■ Work request: Find the lines in the records below that contain "Abajo", and report each of them.

Dataset entries
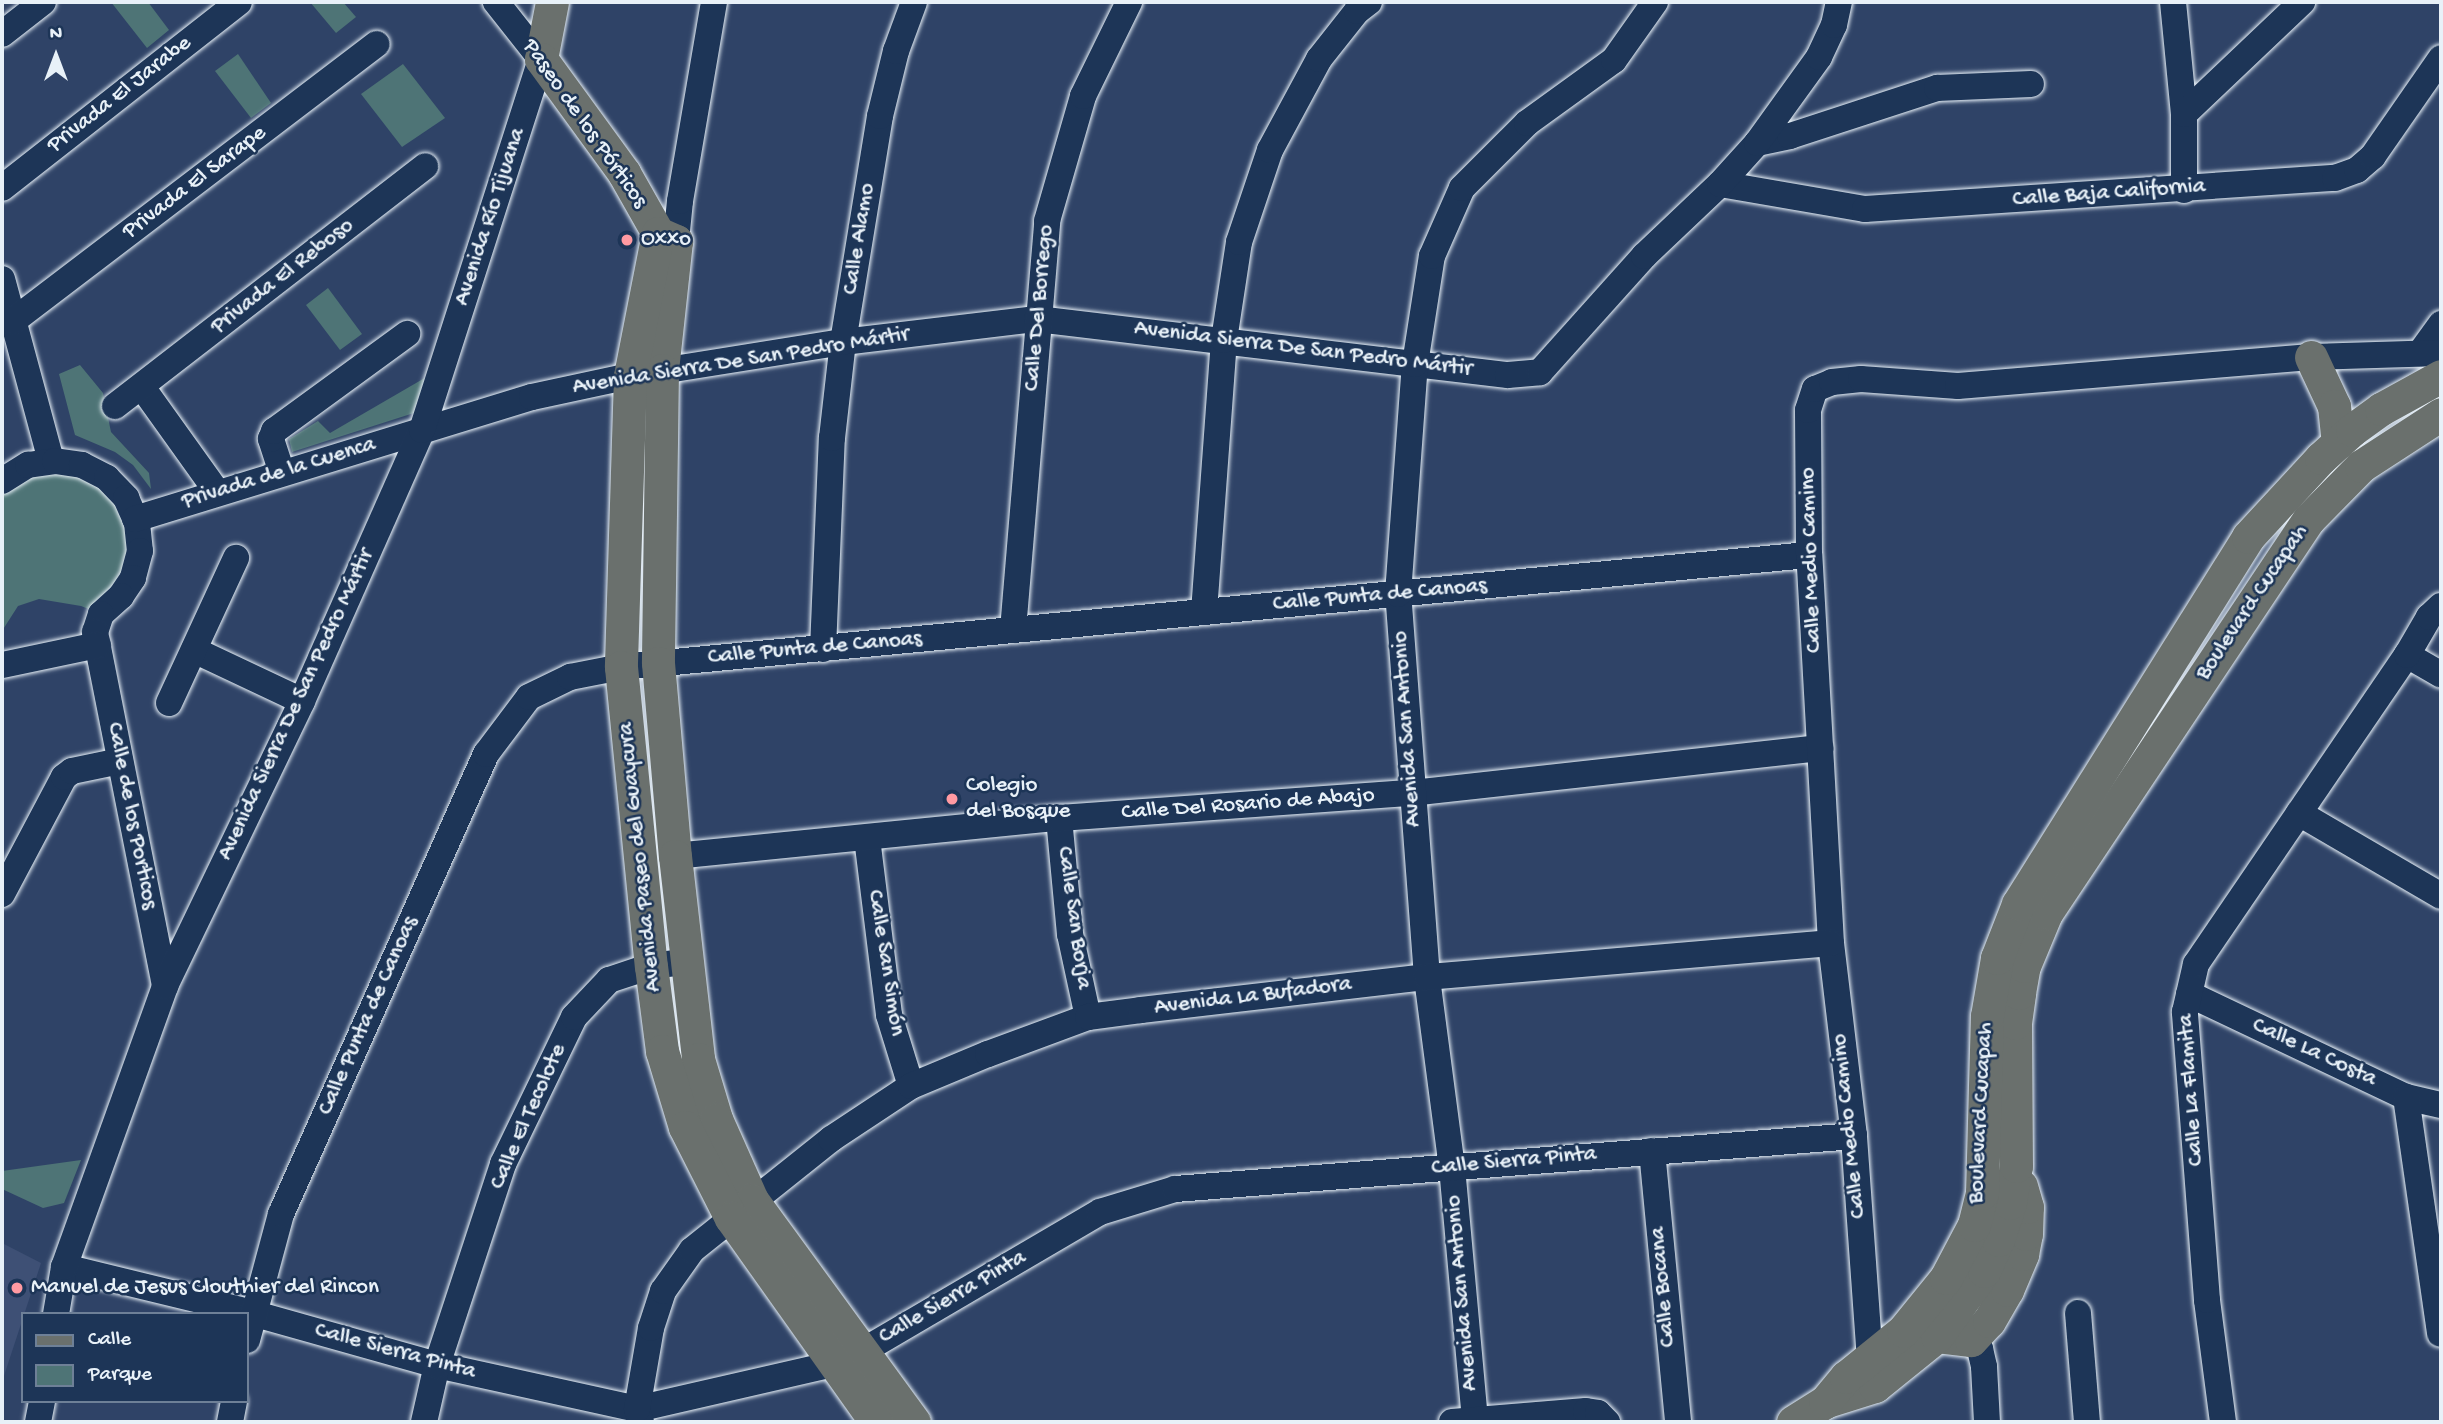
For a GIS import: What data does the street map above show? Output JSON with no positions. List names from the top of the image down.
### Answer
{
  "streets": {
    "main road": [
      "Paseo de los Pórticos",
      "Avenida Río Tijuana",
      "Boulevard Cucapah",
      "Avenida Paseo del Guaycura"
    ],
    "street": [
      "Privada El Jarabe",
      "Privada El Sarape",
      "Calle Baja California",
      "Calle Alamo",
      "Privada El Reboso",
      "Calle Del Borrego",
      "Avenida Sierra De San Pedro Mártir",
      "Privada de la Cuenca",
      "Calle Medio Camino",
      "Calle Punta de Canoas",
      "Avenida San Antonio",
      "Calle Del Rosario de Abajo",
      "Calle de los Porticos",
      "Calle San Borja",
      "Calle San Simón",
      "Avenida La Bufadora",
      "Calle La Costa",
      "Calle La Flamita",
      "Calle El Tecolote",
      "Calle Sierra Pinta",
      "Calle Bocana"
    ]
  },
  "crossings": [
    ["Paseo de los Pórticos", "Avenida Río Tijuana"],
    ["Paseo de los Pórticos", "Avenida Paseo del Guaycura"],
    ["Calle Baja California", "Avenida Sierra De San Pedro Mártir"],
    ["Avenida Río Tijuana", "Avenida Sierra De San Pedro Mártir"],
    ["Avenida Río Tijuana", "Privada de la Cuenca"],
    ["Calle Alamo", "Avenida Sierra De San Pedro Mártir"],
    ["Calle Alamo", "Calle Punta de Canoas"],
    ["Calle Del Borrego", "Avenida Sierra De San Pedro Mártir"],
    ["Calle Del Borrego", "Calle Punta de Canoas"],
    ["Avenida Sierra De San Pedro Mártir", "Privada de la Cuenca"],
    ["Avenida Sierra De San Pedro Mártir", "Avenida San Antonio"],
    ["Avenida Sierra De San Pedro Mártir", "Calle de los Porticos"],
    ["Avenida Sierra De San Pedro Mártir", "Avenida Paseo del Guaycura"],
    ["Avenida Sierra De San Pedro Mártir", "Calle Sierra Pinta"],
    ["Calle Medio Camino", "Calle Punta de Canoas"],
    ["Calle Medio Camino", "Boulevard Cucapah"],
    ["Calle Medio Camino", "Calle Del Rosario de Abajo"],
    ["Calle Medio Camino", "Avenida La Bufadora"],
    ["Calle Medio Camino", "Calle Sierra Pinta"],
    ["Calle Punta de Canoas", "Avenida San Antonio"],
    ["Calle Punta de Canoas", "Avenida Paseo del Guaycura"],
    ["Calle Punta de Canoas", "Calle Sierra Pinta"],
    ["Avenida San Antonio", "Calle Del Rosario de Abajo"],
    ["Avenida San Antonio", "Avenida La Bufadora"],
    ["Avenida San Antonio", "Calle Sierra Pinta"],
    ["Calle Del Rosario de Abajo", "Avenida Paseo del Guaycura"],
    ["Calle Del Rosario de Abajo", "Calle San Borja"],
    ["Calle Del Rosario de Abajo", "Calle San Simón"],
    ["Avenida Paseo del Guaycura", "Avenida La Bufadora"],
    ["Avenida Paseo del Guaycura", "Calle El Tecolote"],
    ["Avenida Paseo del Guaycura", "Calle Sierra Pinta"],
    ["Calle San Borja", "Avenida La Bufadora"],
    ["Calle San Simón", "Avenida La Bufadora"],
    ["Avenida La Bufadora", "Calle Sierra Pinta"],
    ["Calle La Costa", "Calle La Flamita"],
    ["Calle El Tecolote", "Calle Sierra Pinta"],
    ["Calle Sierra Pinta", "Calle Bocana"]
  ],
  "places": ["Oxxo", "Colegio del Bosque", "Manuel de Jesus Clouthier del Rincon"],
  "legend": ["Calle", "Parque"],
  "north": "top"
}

■ Exercise output:
      "Calle Del Rosario de Abajo",
    ["Calle Medio Camino", "Calle Del Rosario de Abajo"],
    ["Avenida San Antonio", "Calle Del Rosario de Abajo"],
    ["Calle Del Rosario de Abajo", "Avenida Paseo del Guaycura"],
    ["Calle Del Rosario de Abajo", "Calle San Borja"],
    ["Calle Del Rosario de Abajo", "Calle San Simón"],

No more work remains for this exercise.